:: PROVIDED RECORDS ::
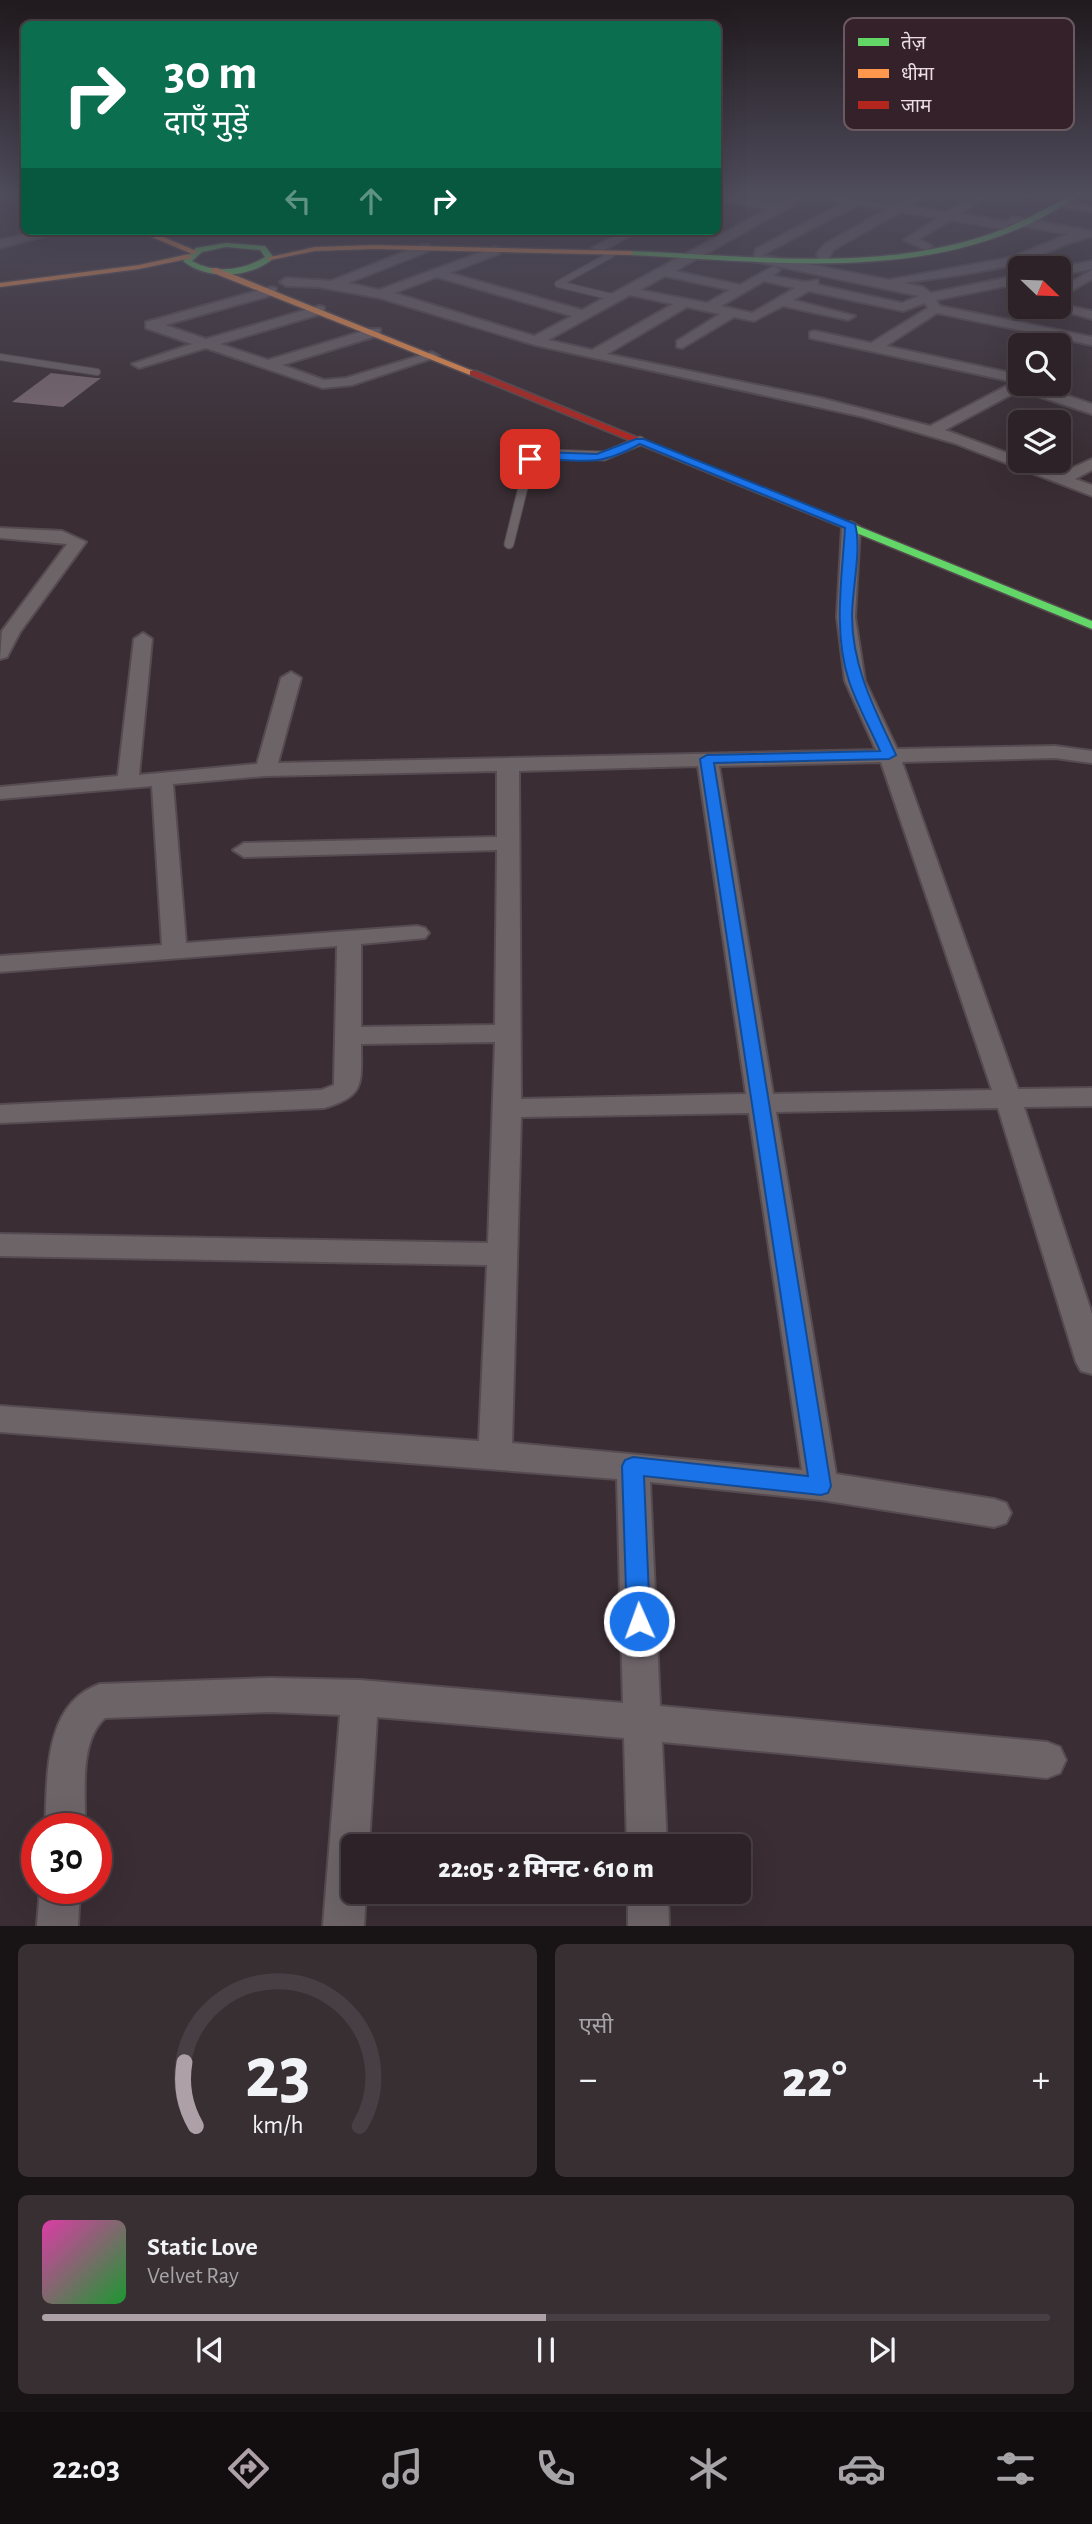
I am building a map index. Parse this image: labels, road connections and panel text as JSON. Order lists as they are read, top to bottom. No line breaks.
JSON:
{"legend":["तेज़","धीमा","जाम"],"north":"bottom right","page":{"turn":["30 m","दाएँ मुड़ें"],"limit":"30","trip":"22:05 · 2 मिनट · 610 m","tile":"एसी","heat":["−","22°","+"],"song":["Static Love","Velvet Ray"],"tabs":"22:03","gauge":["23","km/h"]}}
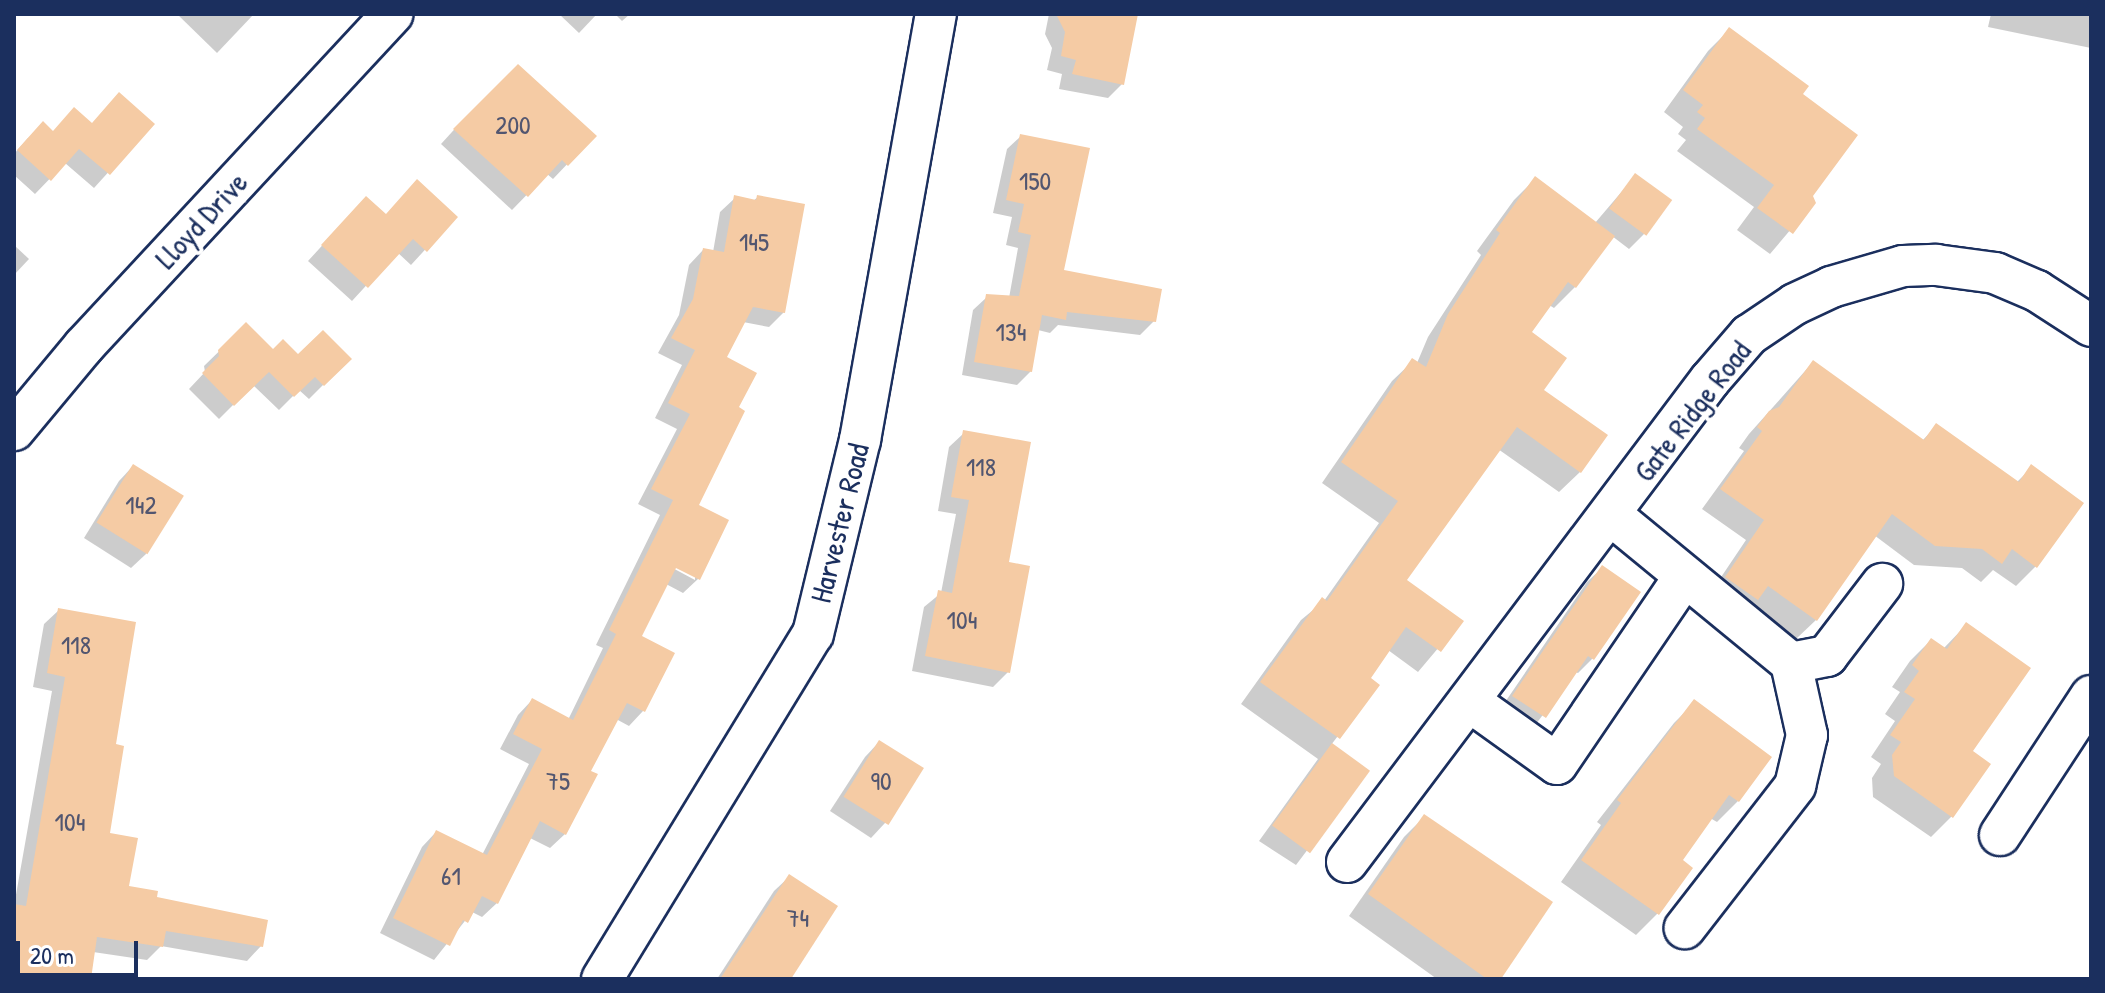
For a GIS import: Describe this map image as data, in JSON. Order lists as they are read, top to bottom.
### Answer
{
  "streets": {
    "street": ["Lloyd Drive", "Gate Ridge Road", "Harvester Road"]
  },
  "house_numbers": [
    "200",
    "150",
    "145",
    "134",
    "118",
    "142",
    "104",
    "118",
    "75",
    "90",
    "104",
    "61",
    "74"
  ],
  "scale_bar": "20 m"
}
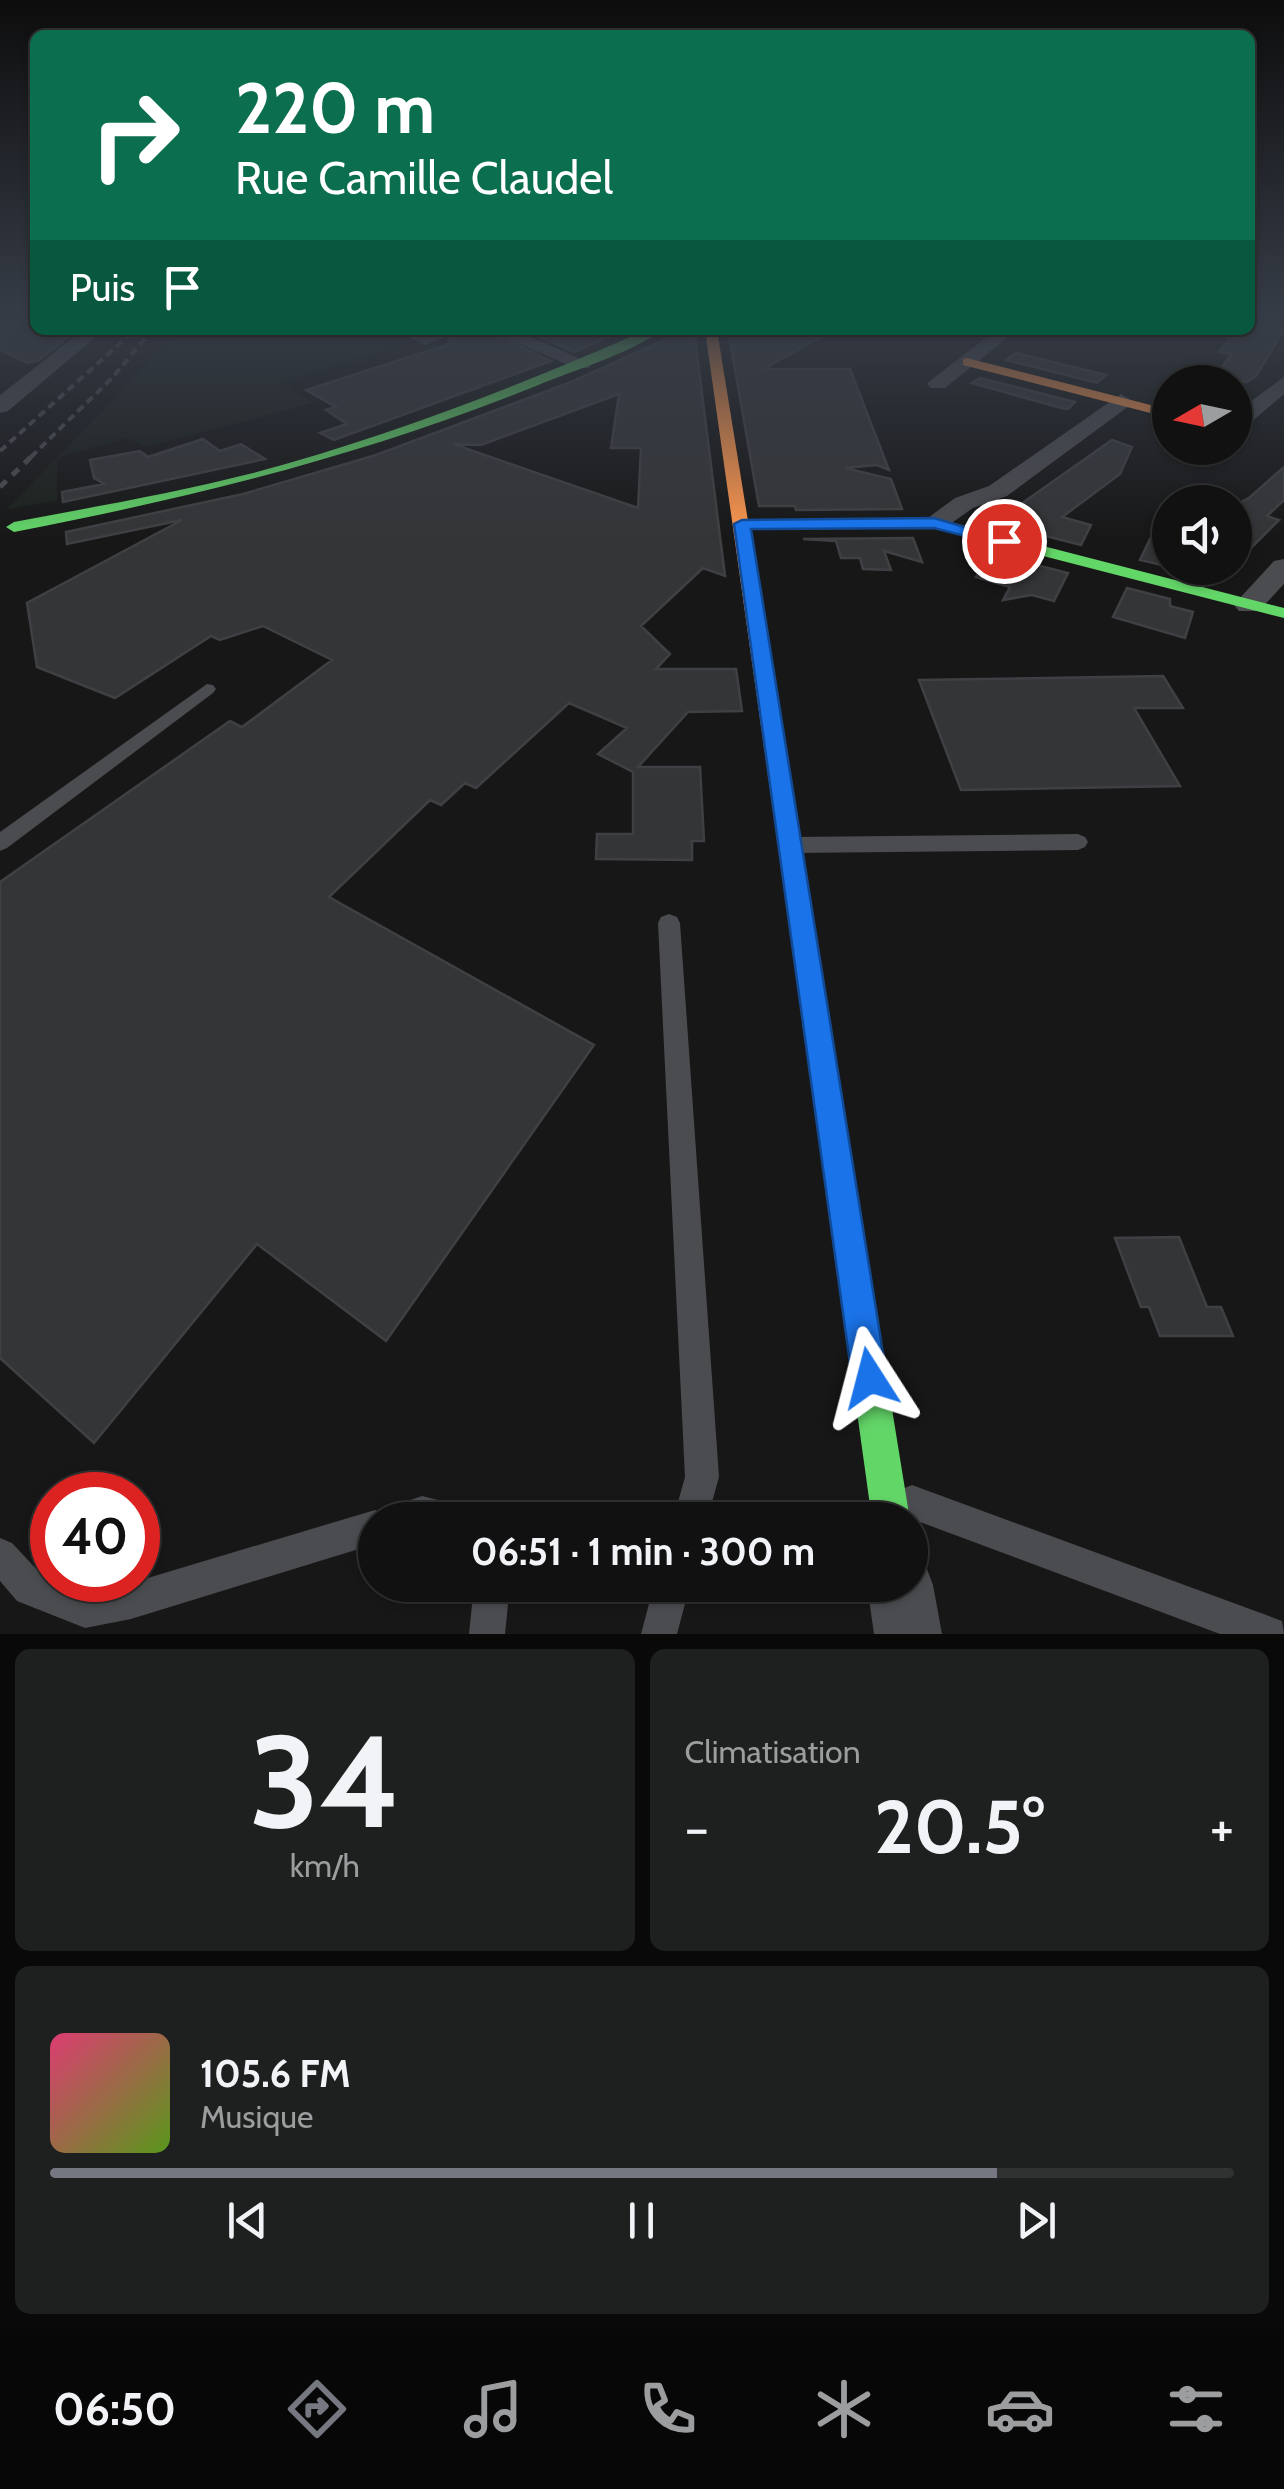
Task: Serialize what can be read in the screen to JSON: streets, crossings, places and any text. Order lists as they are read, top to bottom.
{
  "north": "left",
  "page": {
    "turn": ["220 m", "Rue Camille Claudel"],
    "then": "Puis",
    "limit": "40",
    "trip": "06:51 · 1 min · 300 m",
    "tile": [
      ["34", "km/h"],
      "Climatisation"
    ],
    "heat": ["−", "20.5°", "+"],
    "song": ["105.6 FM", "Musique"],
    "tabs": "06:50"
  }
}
:::
ABOUT THIS EXERCISE: A word-for-word retyping of every record is required, without the pictures.

FINISHED TASK:
I am building a map index. Parse this image: labels, road connections and panel text as JSON. Order lists as they are read, top to bottom. No line breaks.
JSON:
{"legend":["तेज़","धीमा","जाम"],"north":"bottom right","page":{"turn":["30 m","दाएँ मुड़ें"],"limit":"30","trip":"22:05 · 2 मिनट · 610 m","tile":"एसी","heat":["−","22°","+"],"song":["Static Love","Velvet Ray"],"tabs":"22:03","gauge":["23","km/h"]}}
For a GIS import: Describe this map image as data, in JSON. Order lists as they are read, top to bottom.
### Answer
{
  "streets": {
    "street": ["Lloyd Drive", "Gate Ridge Road", "Harvester Road"]
  },
  "house_numbers": [
    "200",
    "150",
    "145",
    "134",
    "118",
    "142",
    "104",
    "118",
    "75",
    "90",
    "104",
    "61",
    "74"
  ],
  "scale_bar": "20 m"
}
Task: Serialize what can be read in the screen to JSON: streets, crossings, places and any text. Order lists as they are read, top to bottom.
{
  "north": "left",
  "page": {
    "turn": ["220 m", "Rue Camille Claudel"],
    "then": "Puis",
    "limit": "40",
    "trip": "06:51 · 1 min · 300 m",
    "tile": [
      ["34", "km/h"],
      "Climatisation"
    ],
    "heat": ["−", "20.5°", "+"],
    "song": ["105.6 FM", "Musique"],
    "tabs": "06:50"
  }
}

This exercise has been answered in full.